Rus gazının ihracatı hakkında konuşan Vladimir Putin, Avrupa ülkeleri de dahil olmak üzere tüm akaryakıt tüketicileriyle ilişkilerin gelişmeye devam ettiğini söyledi. “Avrupa'nın yeterli miktarda gaz alamaması bizim sorunumuz değil; biz gaz boru hatlarını kapatmadık, Kuzey Akımlarını havaya uçurmadık. "Kuzey Akımları büyük olasılıkla Amerikalılar tarafından havaya uçuruldu" diye ekledi.
Kürtajın yasaklanması
Rusya Devlet Başkanı Vladimir Putin, kürtajın kısıtlanması alanında çok dikkatli hareket edilmesi gerektiğine inandığını belirtti. Kilisenin durumunu bildiğini vurguladı. Cumhurbaşkanı, devletin bir kadının çocuk sahibi olma yönünde karar vermesiyle ilgilendiğini ancak "kadınların hak ve özgürlüklerine saygı duymamız gerektiğini" kaydetti.

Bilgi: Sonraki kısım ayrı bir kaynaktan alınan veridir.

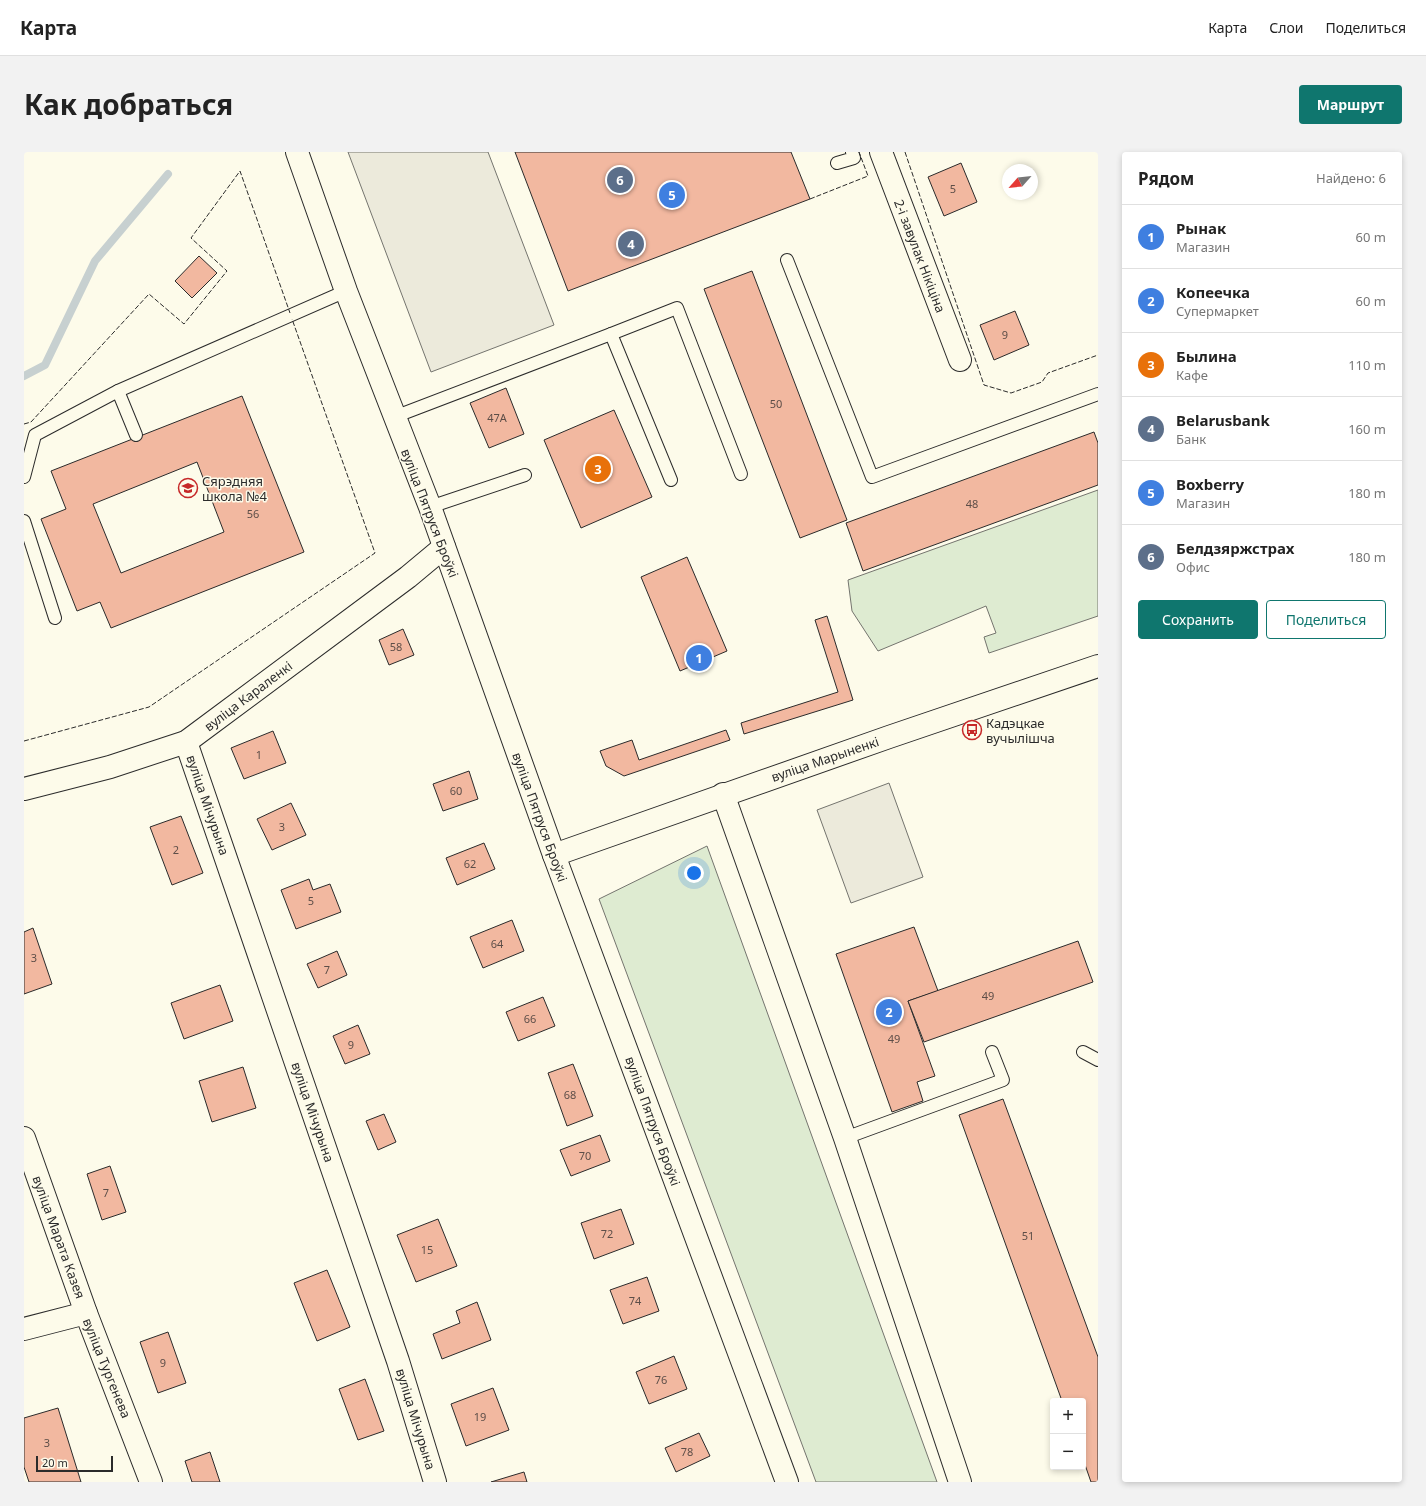 <!DOCTYPE html>
<html lang="ru">
<head>
<meta charset="utf-8">
<style>
	body { margin:0; font-family:"Noto Sans",sans-serif; background:#f2f2f2; color:#222 }
	.controls { position:absolute; right:12px; bottom:12px; display:grid; overflow:hidden; border-radius:4px; box-shadow:0 2px 6px #0003 }
	.controls button { width:36px; height:36px; display:grid; place-items:center; padding:0; border:0; border-bottom:1px solid #e0e0e0; background:#fff; color:#222; font:20px sans-serif }
	.compass { position:absolute; left:978px; top:12px; width:36px; height:36px; border-radius:50%; background:#fff; box-shadow:0 2px 6px #0003; rotate:243deg }
	.scale { position:absolute; left:12px; bottom:10px; width:77px; box-sizing:border-box; padding-left:4px; border:2px solid #2b2b2b; border-top:0; font-size:11px; line-height:14px; white-space:nowrap; color:#2b2b2b; -webkit-text-stroke:3px #fdfbea; paint-order:stroke }
	.you { position:absolute; left:670px; top:721px; width:14px; height:14px; margin:-10px; border:3px solid #fff; border-radius:50%; background:#1a73e8; box-shadow:0 0 0 6px #1a73e833 }
	.badge { display:grid; place-items:center; width:26px; height:26px; border-radius:50%; background:#0f766e; color:#fff; font-size:13px; font-weight:700 }
	.pin { position:absolute; translate:-50% -50%; border:2px solid #fff; box-shadow:0 1px 4px #0006 }
	.list { margin:0; padding:0; list-style:none }
	h2 { display:flex; justify-content:space-between; align-items:center; height:52px; margin:0; padding:0 16px; font-size:17px }
	h2 small { font-size:13px; font-weight:400; color:#767676 }
	.list li { display:grid; grid-template-columns:26px 1fr auto; gap:12px; align-items:center; box-sizing:border-box; height:64px; padding:0 16px; border-top:1px solid #e0e0e0 }
	.list b { display:block; font-size:15px; white-space:nowrap }
	.list p { margin:0; font-size:13px; white-space:nowrap; color:#767676 }
	.list em { font-size:13px; font-style:normal; color:#767676 }
	.actions { display:flex; gap:8px; padding:12px 16px }
	.actions a { flex:1; padding:9px 0; border:1px solid #0f766e; border-radius:4px; text-align:center; font-size:14px; color:#0f766e }
	.actions .main { background:#0f766e; color:#fff }
	.map { position:relative; flex:none; width:1074px; height:1330px; overflow:hidden; border-radius:4px }
	header { display:flex; align-items:center; gap:24px; box-sizing:border-box; height:56px; padding:0 20px; background:#fff; border-bottom:1px solid #e0e0e0 }
	header strong { font-size:19px }
	nav { display:flex; gap:22px; margin-inline-start:auto; font-size:14px }
	.intro { display:flex; align-items:center; justify-content:space-between; box-sizing:border-box; height:96px; padding:0 24px }
	h1 { margin:0; font-size:28px }
	.button { padding:10px 18px; border-radius:4px; background:#0f766e; color:#fff; font-size:14px; font-weight:700 }
	main { display:flex; gap:24px; padding:0 24px }
	aside { flex:1; background:#fff; border-radius:4px; box-shadow:0 2px 6px #0003 }
	.map>svg:first-child { display:block }
	.green { fill:#deebd1; stroke:#74746e }
	.parking { fill:#eceadb; stroke:#74746e }
	.lines { fill:none; stroke-linecap:round; stroke-linejoin:round }
	.stream { stroke:#c7d0d0; stroke-width:8 }
	.building { fill:#f2b8a0; stroke:#2b2b2b; fill-rule:evenodd }
	.lane-casing { stroke:#2b2b2b; stroke-width:14 }
	.street-casing { stroke:#2b2b2b; stroke-width:24 }
	.secondary-casing { stroke:#2b2b2b; stroke-width:24 }
	.lane { stroke:#fdfbea; stroke-width:12 }
	.street { stroke:#fdfbea; stroke-width:22 }
	.secondary { stroke:#fdfbea; stroke-width:22 }
	.fence { stroke:#2b2b2b; stroke-width:1; stroke-dasharray:5 2; stroke-linecap:butt }
	.labels { text-anchor:middle; stroke-width:3; stroke-linejoin:round; paint-order:stroke }
	.number-label { font-size:11px; fill:#5d4e48 }
	.street-label { font-size:13px; fill:#2b2b2b; stroke:#fdfbea }
	.poi-label { font-size:13px; fill:#2b2b2b; stroke:#fdfbea; text-anchor:start }
</style>
</head>
<body>
<header>
<strong>Карта</strong>
<nav><a>Карта</a><a>Слои</a><a>Поделиться</a></nav>
</header>
<div class="intro"><h1>Как добраться</h1><a class="button">Маршрут</a></div>
<main>
<div class="map">
<svg width="1074" height="1330" viewBox="0 0 1074 1330">
	<rect width="100%" height="100%" fill="#fdfbea"/>
	<g class="green">
		<polygon points="1074,338 1074,464 965,501 960,485 972,481 962,454 854,499 828,459 824,428"/>
		<polygon points="683,694 913,1330 792,1330 575,747"/>
	</g>
	<g class="parking">
		<polygon points="324,0 464,0 530,173 407,220"/>
		<polygon points="865,631 899,725 827,751 793,658"/>
	</g>
	<g class="lines">
		<polyline class="stream" points="0,224 21,213 71,109 144,22"/>
	</g>
	<g class="building">
		<polygon points="491,0 767,0 786,47 544,139"/>
		<polygon points="937,11 953,50 920,64 904,25"/>
		<polygon points="175,104 193,121 168,146 151,129"/>
		<polygon points="728,119 823,368 776,386 680,137"/>
		<polygon points="991,159 1005,193 970,208 956,173"/>
		<polygon points="482,236 500,282 465,296 446,251"/>
		<path d="M218,244L280,400L87,476L76,450L53,459L17,367L42,357L27,319ZM173,310L200,380L97,421L69,352Z"/>
		<polygon points="590,258 628,345 557,376 520,288"/>
		<polygon points="1070,280 1074,291 1074,333 839,419 822,371"/>
		<polygon points="663,405 703,499 656,519 617,425"/>
		<polygon points="803,464 829,548 720,582 717,571 814,540 791,468"/>
		<polygon points="379,477 390,503 365,513 355,488"/>
		<polygon points="702,578 706,588 600,624 582,614 576,599 608,588 615,608"/>
		<polygon points="249,579 262,611 220,627 207,596"/>
		<polygon points="445,619 454,647 419,659 409,632"/>
		<polygon points="267,651 282,683 248,698 233,667"/>
		<polygon points="157,664 179,721 148,733 126,675"/>
		<polygon points="460,691 471,717 433,733 422,706"/>
		<polygon points="285,727 289,738 306,732 317,760 272,777 257,738"/>
		<polygon points="488,768 500,799 459,816 446,785"/>
		<polygon points="890,775 914,839 884,849 911,924 893,930 899,949 868,960 812,802"/>
		<polygon points="9,776 28,832 0,842 0,780"/>
		<polygon points="1054,789 1069,830 900,890 884,849"/>
		<polygon points="313,799 323,823 294,836 283,812"/>
		<polygon points="196,833 209,869 160,887 147,851"/>
		<polygon points="519,845 531,874 494,889 482,860"/>
		<polygon points="334,873 346,902 321,912 309,884"/>
		<polygon points="549,912 569,964 543,974 524,921"/>
		<polygon points="219,915 232,956 188,970 175,929"/>
		<polygon points="979,947 1074,1205 1074,1330 1067,1330 1059,1307 1059,1249 1038,1249 935,963"/>
		<polygon points="360,962 372,990 354,998 342,969"/>
		<polygon points="576,983 586,1009 547,1024 536,998"/>
		<polygon points="86,1014 102,1060 78,1068 63,1022"/>
		<polygon points="597,1057 610,1092 570,1107 557,1071"/>
		<polygon points="414,1067 433,1114 392,1130 373,1083"/>
		<polygon points="303,1118 326,1175 293,1189 270,1131"/>
		<polygon points="623,1125 635,1159 599,1172 586,1138"/>
		<polygon points="453,1150 467,1188 418,1207 409,1182 436,1171 432,1159"/>
		<polygon points="144,1180 162,1231 134,1241 116,1190"/>
		<polygon points="650,1204 663,1237 625,1252 612,1220"/>
		<polygon points="341,1227 360,1279 334,1288 315,1237"/>
		<polygon points="469,1236 485,1278 442,1294 427,1252"/>
		<polygon points="34,1256 57,1330 5,1330 0,1315 0,1266"/>
		<polygon points="675,1281 686,1304 652,1320 641,1296"/>
		<polygon points="186,1300 196,1330 168,1330 161,1309"/>
		<polygon points="500,1320 503,1330 467,1330"/>
	</g>
	<g class="lines">
		<g class="lane-casing">
			<g id="lane">
				<polyline points="813,11 830,6 828,0"/>
				<polyline points="763,108 848,325 1074,242"/>
				<polyline points="587,182 653,156 717,322"/>
				<polyline points="94,239 112,283"/>
				<polyline points="370,265 587,182 647,328"/>
				<polyline points="0,325 11,283 94,239 322,139"/>
				<polyline points="406,355 501,323"/>
				<polyline points="0,369 31,466"/>
				<polyline points="1059,900 1074,908"/>
				<polyline points="821,986 979,928 968,900"/>
			</g>
		</g>
		<g class="street-casing">
			<g id="street">
				<polyline points="857,0 936,208"/>
				<polyline points="162,590 374,1209 411,1330"/>
				<polyline points="0,637 86,615 162,590 384,425 420,395"/>
				<polyline points="699,642 821,986 936,1330"/>
				<polyline points="0,986 62,1161 127,1330"/>
				<polyline points="0,1177 62,1161"/>
			</g>
		</g>
		<g class="secondary-casing">
			<g id="secondary">
				<polyline points="273,0 322,139 406,355 530,703 763,1330"/>
				<polyline points="530,703 865,585 1074,514"/>
			</g>
		</g>
		<use href="#lane" class="lane"/>
		<use href="#street" class="street"/>
		<use href="#secondary" class="secondary"/>
		<g class="fence">
			<polyline points="881,0 960,233 987,241 1018,230 1024,221 1074,203"/>
			<polyline points="786,47 844,24 835,0"/>
			<polyline points="0,272 7,270 125,142 160,172 203,119 167,86 216,19 266,161"/>
			<polyline points="0,589 125,555 351,401 268,167"/>
		</g>
	</g>
	<defs>
		<g id="school-ring" transform="scale(1)"><circle r="9.5" fill="#fdfbea" stroke="#c62828" stroke-width="1.5"/><path d="M0-5L7-2L0 1L-7-2ZM-4 1L0 2.5L4 1V4Q0 6-4 4Z" fill="#c62828"/></g>
		<g id="bus-ring" transform="scale(1)"><circle r="9.5" fill="#fdfbea" stroke="#c62828" stroke-width="1.5"/><path d="M-5-6H5V4H4V6H2V4H-2V6H-4V4H-5ZM-3.5-4V0h7V-4ZM-3.5 1.2v1.5H-2V1.2ZM2 1.2v1.5H3.5V1.2Z" fill="#c62828"/></g>
	</defs>
	<g fill-rule="evenodd">
		<use href="#school-ring" x="164" y="336"/>
		<use href="#bus-ring" x="948" y="578"/>
	</g>
	<g class="labels">
		<g class="number-label">
			<text x="929" y="41">5</text>
			<text x="981" y="187">9</text>
			<text x="752" y="256">50</text>
			<text x="473" y="270">47А</text>
			<text x="948" y="356">48</text>
			<text x="229" y="366">56</text>
			<text x="372" y="499">58</text>
			<text x="235" y="607">1</text>
			<text x="432" y="643">60</text>
			<text x="258" y="679">3</text>
			<text x="152" y="702">2</text>
			<text x="446" y="716">62</text>
			<text x="287" y="753">5</text>
			<text x="473" y="796">64</text>
			<text x="10" y="810">3</text>
			<text x="303" y="822">7</text>
			<text x="964" y="848">49</text>
			<text x="506" y="871">66</text>
			<text x="870" y="891">49</text>
			<text x="327" y="897">9</text>
			<text x="546" y="947">68</text>
			<text x="561" y="1008">70</text>
			<text x="82" y="1045">7</text>
			<text x="583" y="1086">72</text>
			<text x="1004" y="1088">51</text>
			<text x="403" y="1102">15</text>
			<text x="611" y="1153">74</text>
			<text x="139" y="1215">9</text>
			<text x="637" y="1232">76</text>
			<text x="456" y="1269">19</text>
			<text x="23" y="1295">3</text>
			<text x="663" y="1304">78</text>
		</g>
		<g class="street-label">
			<text transform="translate(896 104) rotate(69)" y="5">2-і завулак Нікіціна</text>
			<text transform="translate(406 361) rotate(69)" y="5">вуліца Пятруся Броўкі</text>
			<text transform="translate(224 544) rotate(-37)" y="5">вуліца Караленкі</text>
			<text transform="translate(801 607) rotate(-19)" y="5">вуліца Марыненкі</text>
			<text transform="translate(184 653) rotate(71)" y="5">вуліца Мічурына</text>
			<text transform="translate(516 665) rotate(70)" y="5">вуліца Пятруся Броўкі</text>
			<text transform="translate(289 960) rotate(71)" y="5">вуліца Мічурына</text>
			<text transform="translate(629 969) rotate(70)" y="5">вуліца Пятруся Броўкі</text>
			<text transform="translate(35 1085) rotate(70)" y="5">вуліца Марата Казея</text>
			<text transform="translate(83 1216) rotate(68)" y="5">вуліца Тургенева</text>
			<text transform="translate(392 1267) rotate(73)" y="5">вуліца Мічурына</text>
		</g>
		<g class="poi-label">
			<text x="178" y="334">Сярэдняя<tspan x="178" dy="15">школа №4</tspan></text>
			<text x="962" y="576">Кадэцкае<tspan x="962" dy="15">вучылішча</tspan></text>
		</g>
	</g>
</svg>
<div class="controls">
<button>+</button>
<button>−</button>
</div>
<svg class="compass" viewBox="-18 -18 36 36"><path d="M0-13l5 13h-10z" fill="#e53935"/><path d="M0 13l5-13h-10z" fill="#767676"/></svg>
<div class="scale">20 m</div>
<div class="you"></div>
<div class="pin badge" style="left:675px;top:506px;background:#3f7fe0">1</div>
<div class="pin badge" style="left:865px;top:860px;background:#3f7fe0">2</div>
<div class="pin badge" style="left:574px;top:317px;background:#e8710a">3</div>
<div class="pin badge" style="left:607px;top:92px;background:#5c6f8a">4</div>
<div class="pin badge" style="left:648px;top:43px;background:#3f7fe0">5</div>
<div class="pin badge" style="left:596px;top:28px;background:#5c6f8a">6</div>
</div>
<aside>
<h2>Рядом<small>Найдено: 6</small></h2>
<ul class="list">
<li><span class="badge" style="background:#3f7fe0">1</span><div><b>Рынак</b><p>Магазин</p></div><em>60 m</em></li>
<li><span class="badge" style="background:#3f7fe0">2</span><div><b>Копеечка</b><p>Супермаркет</p></div><em>60 m</em></li>
<li><span class="badge" style="background:#e8710a">3</span><div><b>Былина</b><p>Кафе</p></div><em>110 m</em></li>
<li><span class="badge" style="background:#5c6f8a">4</span><div><b>Belarusbank</b><p>Банк</p></div><em>160 m</em></li>
<li><span class="badge" style="background:#3f7fe0">5</span><div><b>Boxberry</b><p>Магазин</p></div><em>180 m</em></li>
<li><span class="badge" style="background:#5c6f8a">6</span><div><b>Белдзяржстрах</b><p>Офис</p></div><em>180 m</em></li>
</ul>
<div class="actions"><a class="main">Сохранить</a><a>Поделиться</a></div>
</aside>
</main>
</body>
</html>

Göçmenlerle ilgili sorunu çözmek için özel bir organa ihtiyacımız var
Putin, Rusya'daki göçmen sorununun zor olduğunu söyledi. Ona göre ülkede şu anda yaklaşık on milyon göçmen işçi var. Başkan, tüm göçmenlerin Rusya halklarının geleneklerine saygı duyması gerektiğine inanıyor. Ülkenin nitelikli işgücüne ihtiyacı olduğunu ancak bunun yerli halkın çıkarları doğrultusunda yönlendirilmesi gerektiğini belirtti. Vladimir Putin, göçmenlerle ilgili soruna bir bütün olarak bakacak ve zamanında çözüm üretecek özel bir yapıya ihtiyaç duyulduğunu kaydetti.